● **ASSIGNMENT**: Using the data below, copy out all lines with the word "building".

++++ EXERCISE INPUT

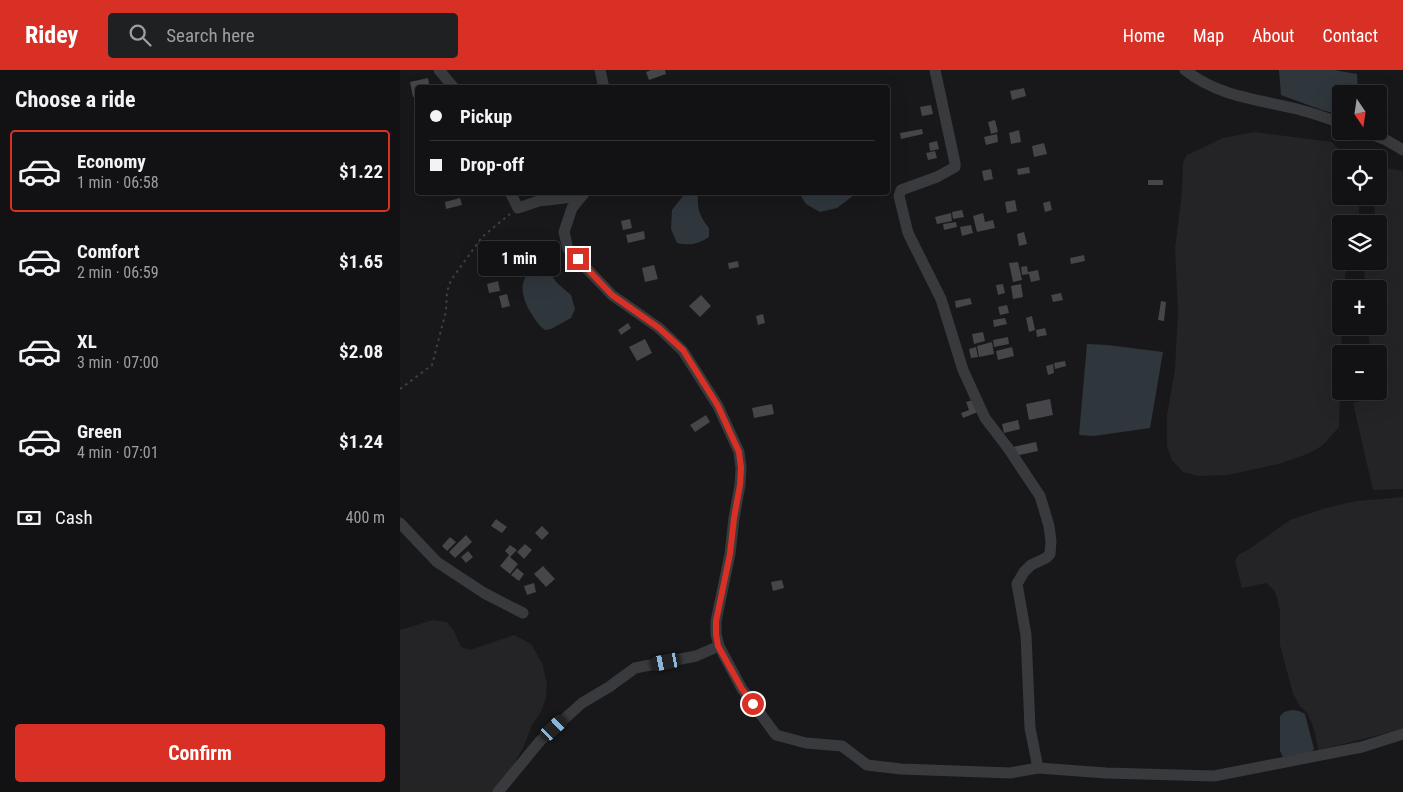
<!DOCTYPE html>
<html lang="en">
<head>
<meta charset="utf-8">
<style>
  body { margin:0; font-family:"Roboto Condensed",sans-serif; background:#1f2022; color:#f1f3f6; height:100vh; display:flex; flex-direction:column; font-size:19px; white-space:nowrap }
  * { box-sizing:border-box; margin:0 }
  p { font-size:16px; color:#9c9ea0 }
  .icon { flex:none; width:28px; height:28px; fill:none; stroke:currentColor; stroke-width:2; stroke-linecap:round; stroke-linejoin:round }
  .map { position:relative; flex:1; overflow:hidden }
  .panel { display:flex; flex-direction:column; background:#121214; width:400px }
  .panel>* { flex:none }
  .guide { position:absolute; left:15px; top:15px; width:475px; height:110px; border-radius:5px; box-shadow:0 5px 20px #0002,0 0 0 1px #313234; display:grid; align-content:center; height:110px; padding:0 15px; background:#121214 }
  .needle { width:32px; rotate:167deg }
  .buttons { position:absolute; left:932px; top:15px; display:grid; gap:10px }
  .buttons a { display:grid; place-items:center; width:55px; height:55px; border-radius:5px; background:#121214; box-shadow:0 5px 20px #0002,0 0 0 1px #313234; font-size:25px }
  .end { position:absolute; width:22px; height:22px; margin:-11px; border:6px solid #d93025; background:#fff; box-shadow:0 0 0 2px #fff }
  .from { border-radius:50% }
  .bubble { position:absolute; height:35px; border-radius:5px; background:#121214; box-shadow:0 5px 20px #0002,0 0 0 1px #313234; font-size:16px; font-weight:700; line-height:35px; text-align:center }
  .car { position:absolute; width:15px; height:30px; margin:-15px -8px; border-radius:6px; box-shadow:0 0 4px 1px #0007; background:linear-gradient(#222 24%,#8ab4d8 0 40%,#222 0 76%,#8ab4d8 0 86%,#222 0) }
  .guide b { display:flex; align-items:center; gap:18px; height:48px; font-size:19px }
  .guide b+b { border-top:1px solid #313234 }
  .guide i { width:12px; height:12px; background:#f1f3f6 }
  ul { padding:0; list-style:none }
  li { display:flex; align-items:center; gap:15px; height:82px; margin:0 10px 8px; padding:0 5px; border:2px solid transparent; border-radius:5px }
  li div { flex:1 }
  li b { display:block; font-size:19px }
  li em { font-style:normal; font-weight:700 }
  li.current { border-color:#d93025 }
  li>.icon { width:45px; height:45px; stroke-width:1.5 }
  h2 { padding:0 15px; font-size:22px; line-height:60px }
  .pay { display:flex; align-items:center; gap:12px; height:55px; padding:0 15px; font-size:19px }
  .pay p { margin-inline-start:auto }
  .action { display:flex; gap:10px; margin-top:auto; padding:10px 15px }
  .action a { flex:1; height:58px; border-radius:5px; background:#d93025; color:#fff; font-size:20px; font-weight:700; line-height:58px; text-align:center }
  header { display:flex; align-items:center; gap:30px; box-sizing:border-box; height:70px; padding:0 25px; background:#d93025; color:#fff }
  header strong { font-size:24px }
  nav { display:flex; gap:28px; margin-inline-start:auto; font-size:18px }
  .search { width:350px; height:45px; background:#1f2022; display:flex; align-items:center; gap:12px; box-sizing:border-box; padding:0 18px; border-radius:5px; color:#9c9ea0; font-size:19px }
  main { display:flex; flex:1; min-height:0 }
  .map>svg:first-child { display:block }
  .built { fill:#242427 }
  .water { fill:#2f373d }
  .building { fill:#45454a }
  .lines { fill:none; stroke-linecap:round; stroke-linejoin:round }
  .path { stroke:#3f4145; stroke-width:2; stroke-dasharray:2.5 4; stroke-linecap:butt }
  .minor { stroke:#393a3e; stroke-width:11 }
  .route { stroke:#d93025; stroke-width:6 }
</style>
</head>
<body>
<header>
<strong>Ridey</strong>
<div class="search"><svg class="icon" aria-label="search" viewBox="0 0 24 24"><circle cx="10" cy="10" r="6"/><path d="M15 15l6 6"/></svg>Search here</div>
<nav><a>Home</a><a>Map</a><a>About</a><a>Contact</a></nav>
</header>
<main>
<section class="panel">
<h2>Choose a ride</h2>
<ul>
<li class="current"><svg class="icon" aria-label="car" viewBox="0 0 24 24"><path d="M5 17H2v-5l4-1 3-4h7l3 4 3 1v5h-3M9 17h6M6 11h13"/><circle cx="7" cy="17" r="2"/><circle cx="17" cy="17" r="2"/></svg><div><b>Economy</b><p>1 min · 06:58</p></div><em>$1.22</em></li>
<li><svg class="icon" aria-label="car" viewBox="0 0 24 24"><path d="M5 17H2v-5l4-1 3-4h7l3 4 3 1v5h-3M9 17h6M6 11h13"/><circle cx="7" cy="17" r="2"/><circle cx="17" cy="17" r="2"/></svg><div><b>Comfort</b><p>2 min · 06:59</p></div><em>$1.65</em></li>
<li><svg class="icon" aria-label="car" viewBox="0 0 24 24"><path d="M5 17H2v-5l4-1 3-4h7l3 4 3 1v5h-3M9 17h6M6 11h13"/><circle cx="7" cy="17" r="2"/><circle cx="17" cy="17" r="2"/></svg><div><b>XL</b><p>3 min · 07:00</p></div><em>$2.08</em></li>
<li><svg class="icon" aria-label="car" viewBox="0 0 24 24"><path d="M5 17H2v-5l4-1 3-4h7l3 4 3 1v5h-3M9 17h6M6 11h13"/><circle cx="7" cy="17" r="2"/><circle cx="17" cy="17" r="2"/></svg><div><b>Green</b><p>4 min · 07:01</p></div><em>$1.24</em></li>
</ul>
<div class="pay"><svg class="icon" aria-label="cash" viewBox="0 0 24 24"><path d="M3 7h18v10H3z"/><circle cx="12" cy="12" r="2"/></svg>Cash<p>400 m</p></div>
<div class="action"><a>Confirm</a></div>
</section>
<div class="map">
<svg width="1003" height="722" viewBox="0 0 1003 722">
  <rect width="100%" height="100%" fill="#18181a"/>
  <g class="built">
    <polygon points="854,62 932,72 947,89 941,89 941,126 960,126 958,154 941,154 941,191 947,191 944,219 941,219 942,256 939,357 923,375 910,383 882,393 828,405 798,406 783,402 772,390 767,376 767,345 775,299 778,239 775,178 782,122 783,92 787,85 823,68"/>
    <polygon points="987,98 1003,101 1003,419 973,420 953,333 975,327 975,321 979,321 979,284 971,284 967,256 979,256 979,219 965,219 964,191 979,191 979,154 976,154 973,126 979,126 979,102"/>
    <polygon points="1003,427 1003,659 919,680 913,656 907,643 900,636 893,624 880,575 880,541 877,527 874,520 866,513 842,518 835,491 839,484 848,480 890,450 926,438 956,431"/>
    <polygon points="33,550 47,552 54,561 61,577 70,580 114,565 131,574 142,593 147,614 146,627 141,642 132,655 124,676 98,722 0,722 0,560"/>
  </g>
  <g class="water">
    <polygon points="879,0 934,0 957,4 958,24 941,24 941,45 922,40 881,25"/>
    <path d="M 286,122 L 298,123 C 297,138 299,146 309,158 L 309,167 C 299,174 289,176 277,173 L 271,159 L 272,140 Z"/>
    <polygon points="399,123 473,123 454,125 437,138 420,142 406,134"/>
    <path d="M 145,196 L 157,213 L 171,225 L 175,239 L 171,248 L 151,259 L 145,260 C 137,254 133,246 128,238 C 118,216 121,202 145,196 Z"/>
    <polygon points="687,274 707,275 763,282 750,358 694,366 679,365"/>
    <polygon points="892,640 899,641 905,644 914,679 911,682 883,687 880,681 880,646 884,642"/>
  </g>
  <g class="building">
    <polygon points="251,0 265,0 266,4 249,10 246,2"/>
    <polygon points="28,8 30,18 18,18 18,25 13,27 10,12"/>
    <polygon points="624,18 626,26 612,30 610,21"/>
    <polygon points="531,35 533,44 522,46 520,37"/>
    <polygon points="595,50 598,62 591,64 588,52"/>
    <polygon points="522,59 523,64 501,69 500,63"/>
    <polygon points="619,60 621,72 611,74 609,63"/>
    <polygon points="597,64 598,72 586,75 584,67"/>
    <polygon points="537,71 539,79 530,81 529,73"/>
    <polygon points="644,73 647,84 634,87 632,76"/>
    <polygon points="535,81 537,88 528,90 526,83"/>
    <polygon points="629,97 630,103 618,105 617,99"/>
    <polygon points="591,99 593,109 584,111 582,101"/>
    <rect x="748" y="110" width="15" height="5"/>
    <polygon points="60,128 62,135 46,139 45,132"/>
    <polygon points="615,130 617,141 607,143 605,132"/>
    <polygon points="650,131 652,140 645,142 643,133"/>
    <polygon points="562,140 564,147 553,149 552,142"/>
    <polygon points="551,143 552,151 537,154 535,147"/>
    <polygon points="583,143 585,152 593,150 595,158 577,162 573,146"/>
    <polygon points="230,149 232,158 223,160 221,151"/>
    <polygon points="556,152 557,157 544,160 543,154"/>
    <polygon points="571,155 573,163 562,166 560,157"/>
    <polygon points="244,161 245,169 228,173 226,165"/>
    <polygon points="624,162 627,174 619,176 617,164"/>
    <polygon points="684,185 685,191 671,194 670,188"/>
    <polygon points="338,191 339,197 329,199 328,193"/>
    <polygon points="618,192 622,210 613,212 609,193"/>
    <polygon points="254,195 258,209 245,212 242,198"/>
    <polygon points="627,196 628,202 638,200 640,210 631,212 629,204 622,205 621,197"/>
    <polygon points="98,211 100,221 89,223 87,214"/>
    <polygon points="603,214 605,223 598,225 596,215"/>
    <polygon points="621,214 623,227 613,229 611,216"/>
    <polygon points="661,223 663,230 653,232 651,225"/>
    <polygon points="107,224 110,236 102,238 99,226"/>
    <polygon points="301,225 311,236 300,247 289,236"/>
    <polygon points="570,228 572,234 556,238 555,231"/>
    <polygon points="761,231 766,232 764,251 758,250"/>
    <polygon points="607,235 609,243 600,245 598,237"/>
    <polygon points="363,244 365,253 358,255 356,246"/>
    <polygon points="632,246 635,260 629,262 626,248"/>
    <polygon points="605,248 607,254 594,257 593,250"/>
    <polygon points="228,253 231,258 221,265 218,260"/>
    <polygon points="645,258 647,265 637,267 636,260"/>
    <polygon points="583,262 585,271 574,274 572,264"/>
    <polygon points="608,267 609,274 594,277 593,270"/>
    <polygon points="245,269 252,283 237,291 229,277"/>
    <polygon points="592,272 594,284 579,287 577,276"/>
    <polygon points="576,277 578,287 571,288 569,279"/>
    <polygon points="612,277 614,286 598,290 596,281"/>
    <polygon points="665,291 666,296 655,299 654,293"/>
    <polygon points="653,294 654,303 648,305 646,296"/>
    <polygon points="650,329 653,345 629,350 626,334"/>
    <polygon points="573,330 578,342 563,348 561,343 569,340 566,332"/>
    <polygon points="372,334 374,344 354,348 352,338"/>
    <polygon points="306,345 310,352 295,362 290,355"/>
    <polygon points="618,350 620,359 604,363 602,354"/>
    <polygon points="636,372 638,381 615,386 613,377"/>
    <polygon points="96,449 107,457 102,463 91,456"/>
    <polygon points="142,456 149,463 142,470 135,463"/>
    <polygon points="66,465 72,472 55,488 49,482"/>
    <polygon points="50,467 56,472 47,481 42,476"/>
    <polygon points="125,474 132,480 124,489 117,482"/>
    <polygon points="110,475 117,480 110,487 118,494 110,504 100,496 109,485 105,481"/>
    <polygon points="68,481 73,487 66,493 61,487"/>
    <polygon points="143,496 155,509 146,517 134,504"/>
    <polygon points="117,498 124,504 119,511 111,505"/>
    <polygon points="382,510 384,518 373,521 371,512"/>
    <polygon points="134,513 136,522 127,525 124,516"/>
  </g>
  <g class="lines">
    <polyline class="path" points="0,319 32,295 46,241 47,222 51,210 82,167 110,144"/>
    <g class="minor">
      <polyline points="39,0 54,18"/>
      <polyline points="200,0 204,18"/>
      <polyline points="535,0 555,93 555,97 537,107 501,120 499,126 508,163 541,229 563,300 585,348 608,378 640,426 649,456 651,471 650,484 646,488 631,495 624,502 617,514 626,565 630,658 638,698"/>
      <path d="M 785,0 C 819,27 857,29 897,39 C 912,43 927,48 941,53"/>
      <polyline points="963,61 986,70 1003,80"/>
      <polyline points="110,122 118,138 139,131 182,126"/>
      <polyline points="185,122 172,138 164,162 168,179 212,225 259,258 283,281 318,336 339,382 341,398 340,415 334,448 330,484 316,551 316,564 319,576 342,619 376,665 406,673 442,676 467,695 501,699 610,703 638,698 706,703 814,706 962,677 1003,664"/>
      <polyline points="0,453 37,492 84,523 123,543"/>
      <polyline points="98,722 140,671 182,633 209,617 235,598 296,586 319,576"/>
    </g>
  </g>
  <g class="lines">
    <polyline class="route" points="178,189 212,225 259,258 283,280 318,336 339,382 341,398 340,415 334,448 330,484 316,551 316,564 318,576 342,619 353,634"/>
  </g>
</svg>
<div class="buttons">
<a><svg class="needle" viewBox="-14 -14 28 28"><path d="M0-13l5 13h-10z" fill="#e53935"/><path d="M0 13l5-13h-10z" fill="#9c9ea0"/></svg></a>
<a><svg class="icon" aria-label="locate" viewBox="0 0 24 24"><circle cx="12" cy="12" r="6"/><path d="M12 2v4M12 18v4M2 12h4M18 12h4"/></svg></a>
<a><svg class="icon" aria-label="layers" viewBox="0 0 24 24"><path d="M12 4l9 5-9 5-9-5zM3 14l9 5 9-5"/></svg></a>
<a>+</a>
<a>−</a>
</div>
<i class="end from" style="left:353px;top:634px"></i>
<i class="end" style="left:178px;top:189px"></i>
<div class="bubble" style="left:78px;top:171px;width:82px">1 min</div>
<i class="car" style="left:266px;top:592px;rotate:259deg"></i>
<i class="car" style="left:154px;top:658px;rotate:47deg"></i>
<div class="guide">
<b><i class="from"></i>Pickup</b>
<b><i></i>Drop-off</b>
</div>
</div>
</main>
</body>
</html>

++++++++

● **SOLUTION TO THE PROBLEM**:
  .building { fill:#45454a }
  <g class="building">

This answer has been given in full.